### WORK TASK
If a line in the listing contains "white", copy it out whole.

### INFORMATION SUPPLIED
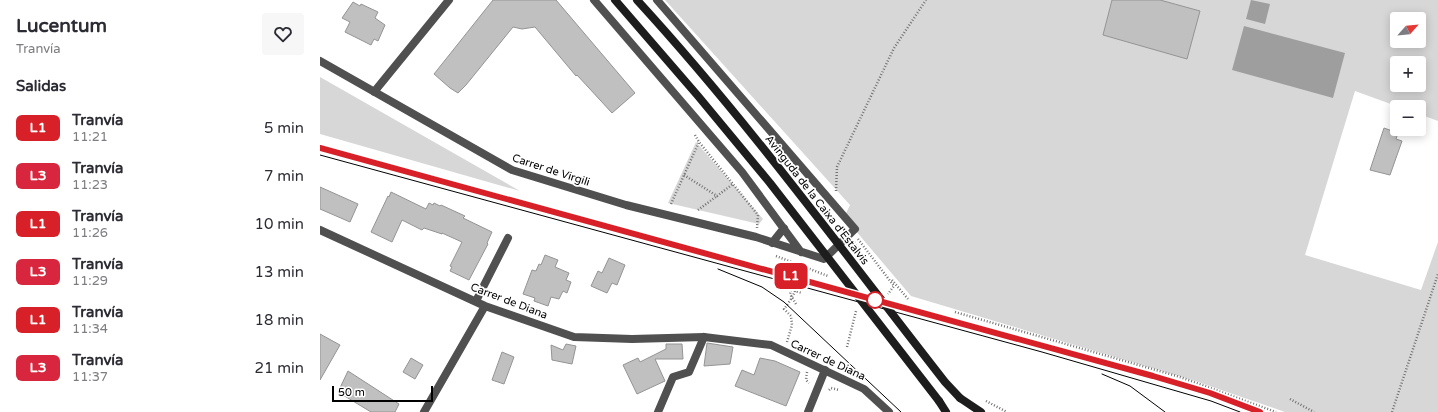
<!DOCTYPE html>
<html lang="es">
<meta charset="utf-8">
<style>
:root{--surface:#fff;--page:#f7f7f7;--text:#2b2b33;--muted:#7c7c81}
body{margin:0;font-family:"Varela Round",sans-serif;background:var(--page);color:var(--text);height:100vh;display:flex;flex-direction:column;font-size:15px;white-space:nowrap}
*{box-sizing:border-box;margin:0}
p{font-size:13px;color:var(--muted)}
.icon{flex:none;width:22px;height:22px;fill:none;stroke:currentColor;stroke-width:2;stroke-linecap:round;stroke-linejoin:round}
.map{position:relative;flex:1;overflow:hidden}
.side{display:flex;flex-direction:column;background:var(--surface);width:320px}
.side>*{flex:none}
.badge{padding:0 8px;border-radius:6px;font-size:14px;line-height:26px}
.needle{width:26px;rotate:63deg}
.controls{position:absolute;left:1070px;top:12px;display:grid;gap:8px}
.controls a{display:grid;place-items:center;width:36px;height:36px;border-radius:4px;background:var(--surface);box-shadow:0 2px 10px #0003;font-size:20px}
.scale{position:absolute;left:12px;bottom:10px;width:101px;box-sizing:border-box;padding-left:4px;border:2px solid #000;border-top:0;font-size:11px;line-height:14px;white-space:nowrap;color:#000;-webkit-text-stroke:3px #fff;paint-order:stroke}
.map>.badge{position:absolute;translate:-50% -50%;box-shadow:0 0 0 2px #fff}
h2{padding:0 16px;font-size:15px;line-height:36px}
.round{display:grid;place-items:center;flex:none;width:42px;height:42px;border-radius:4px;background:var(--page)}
.headline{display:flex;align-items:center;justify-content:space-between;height:68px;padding:0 16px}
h1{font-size:19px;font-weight:700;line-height:30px}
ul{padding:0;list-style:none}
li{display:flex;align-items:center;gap:12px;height:48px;padding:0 16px}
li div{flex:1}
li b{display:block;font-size:15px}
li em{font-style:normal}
li .badge{min-width:44px;font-weight:700;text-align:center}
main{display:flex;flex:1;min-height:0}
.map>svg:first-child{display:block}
.green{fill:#d7d7d7;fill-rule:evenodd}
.water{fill:#9e9e9e}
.building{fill:#c0c0c0;stroke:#949494}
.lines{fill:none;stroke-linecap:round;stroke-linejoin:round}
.path{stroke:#727272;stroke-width:2.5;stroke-dasharray:1 2;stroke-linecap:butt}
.service{stroke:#505050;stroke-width:8}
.minor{stroke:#505050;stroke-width:8}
.secondary{stroke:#1d1d1d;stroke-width:8}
.tram{stroke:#000;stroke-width:1}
.secondary-bridge{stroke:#1d1d1d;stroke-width:8}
.line-casing{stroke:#fff;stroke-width:9}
.line{stroke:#d72028;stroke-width:6}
.stop-dot{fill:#fff;stroke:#d72028;stroke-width:2}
.labels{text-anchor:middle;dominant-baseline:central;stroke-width:3.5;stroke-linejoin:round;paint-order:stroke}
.street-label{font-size:11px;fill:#000;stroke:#fff}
</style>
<main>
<section class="side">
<div class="headline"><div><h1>Lucentum</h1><p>Tranvía</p></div><a class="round"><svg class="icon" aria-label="heart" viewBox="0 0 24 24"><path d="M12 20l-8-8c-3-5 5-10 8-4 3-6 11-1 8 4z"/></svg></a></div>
<h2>Salidas</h2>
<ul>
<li><span class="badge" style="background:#d72028;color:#fff">L1</span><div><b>Tranvía</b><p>11:21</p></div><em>5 min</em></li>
<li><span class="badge" style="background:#d7263d;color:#fff">L3</span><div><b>Tranvía</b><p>11:23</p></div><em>7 min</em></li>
<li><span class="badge" style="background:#d72028;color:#fff">L1</span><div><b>Tranvía</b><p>11:26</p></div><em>10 min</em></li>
<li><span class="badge" style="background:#d7263d;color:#fff">L3</span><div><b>Tranvía</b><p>11:29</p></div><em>13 min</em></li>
<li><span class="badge" style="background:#d72028;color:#fff">L1</span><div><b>Tranvía</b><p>11:34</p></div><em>18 min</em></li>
<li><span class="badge" style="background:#d7263d;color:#fff">L3</span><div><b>Tranvía</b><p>11:37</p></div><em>21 min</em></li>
</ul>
</section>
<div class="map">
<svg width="1118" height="412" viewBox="0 0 1118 412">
<rect width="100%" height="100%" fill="#fff"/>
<path class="green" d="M345,0H1118V121L1099,114V107H1079L1035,91L985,255L1101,290L1118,242V412H965L872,380L591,296L524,217L530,205ZM1077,19H1099V41H1077ZM1077,63H1099V85H1077Z
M0,77L200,191L0,134Z
M376,142L443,219L439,224L348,203Z"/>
<path class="water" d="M931,0L950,4L945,24L926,19Z
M924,26L1025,53L1013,98L912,70Z"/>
<path class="building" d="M173,0H236L315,93L292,113L257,75L256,76L215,27L202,29L193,27L146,85L138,93L130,88L114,74Z
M792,0H840L880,11L867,59L783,35Z
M33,2L40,6L41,4L58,12L55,18L65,25L58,41L54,39L51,45L25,32L30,22L22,18Z
M1064,128L1078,133L1076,139L1082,141L1070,175L1050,170Z
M0,187L38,204L30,222L0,209Z
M71,192L106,209L109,203L113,205L114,203L120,206L121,205L145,216L143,218L172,232L167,243L168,244L149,280L130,271L132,267L130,266L142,242L122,233V234L104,228L102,230L82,220L72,242L51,232L68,196L69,197Z
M225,255L238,260L235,267L249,273L246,280L251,282L247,293L243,291L239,299L231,297L228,306L214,301L215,298L203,294L212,270L216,271L219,264L221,265Z
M289,258L305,265L297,285L292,283L287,293L271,286L278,271L282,273Z
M0,334L20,345L0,380Z
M387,343L413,347L410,364L384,366Z
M246,344L256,346L252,364L232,360L231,345L243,350Z
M346,344H362L363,359H335L345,381L317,394L303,365L318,358L320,362L346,349Z
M182,352L194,357L184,384L172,380Z
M91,358L103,365L95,379L83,372Z
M440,358L455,361L480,372L466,406L415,386L422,370L434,375Z
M28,371L79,404L75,412H51L18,392Z"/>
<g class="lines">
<path class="path" d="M375,135L379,142L438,215L437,228
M364,175L397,196L413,184
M516,191L517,167L574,48L606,0
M351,204L379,142
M378,210L397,196
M538,239L574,286L568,294
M534,242L544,258
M456,256L508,276
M478,271L488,274
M572,280L588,299
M471,290L482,293
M476,304L470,294L477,266
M635,312L860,377L956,412
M467,342L472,325L471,316L464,309C473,298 483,280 477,266
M527,347L536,311
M487,372L486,380L489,383
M509,390L511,388L519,390
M970,399L994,412
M666,401L687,412
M1072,412L1118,274"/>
<path class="service" d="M338,412L353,377L369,372L384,337"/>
<path class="minor" d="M274,0L422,172L481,252
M0,61L192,170L306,205L436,237L504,259L535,229L337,0
M54,92L129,0
M0,230L165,306L254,337L312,339L384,337L451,345L544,389L569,412
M452,243L464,228
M156,301L188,238
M104,412L165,306
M488,412L505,370"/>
<path class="secondary" d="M640,398L661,412
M619,401L626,412"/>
<path class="tram" d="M0,148L833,376L890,393L940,412
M0,155L722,352L891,401L920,412
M398,269L442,287L464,302L581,412
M782,374L810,386L845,412"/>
<path class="secondary-bridge" d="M295,0L378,96L450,183L619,401
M317,0C428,121 524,253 625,382L640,398"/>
</g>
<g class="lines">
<defs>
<path id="line" d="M0,148L833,376L890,393L940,412"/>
</defs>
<use href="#line" class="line-casing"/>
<use href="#line" class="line"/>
</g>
<circle class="stop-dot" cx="555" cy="300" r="8"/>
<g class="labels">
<g class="street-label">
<text transform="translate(231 170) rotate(18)">Carrer de Virgili</text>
<text transform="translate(497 200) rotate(52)">Avinguda de la Caixa d'Estalvis</text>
<text transform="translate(189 301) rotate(21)">Carrer de Diana</text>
<text transform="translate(508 360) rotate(25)">Carrer de Diana</text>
</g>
</g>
</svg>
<div class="controls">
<a><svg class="needle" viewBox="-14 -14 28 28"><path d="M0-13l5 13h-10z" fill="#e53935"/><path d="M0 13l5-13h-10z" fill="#7c7c81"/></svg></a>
<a>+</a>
<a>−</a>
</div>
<div class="scale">50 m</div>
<b class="badge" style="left:471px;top:276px;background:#d72028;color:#fff">L1</b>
</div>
</main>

### THE ANSWER
body{margin:0;font-family:"Varela Round",sans-serif;background:var(--page);color:var(--text);height:100vh;display:flex;flex-direction:column;font-size:15px;white-space:nowrap}
.scale{position:absolute;left:12px;bottom:10px;width:101px;box-sizing:border-box;padding-left:4px;border:2px solid #000;border-top:0;font-size:11px;line-height:14px;white-space:nowrap;color:#000;-webkit-text-stroke:3px #fff;paint-order:stroke}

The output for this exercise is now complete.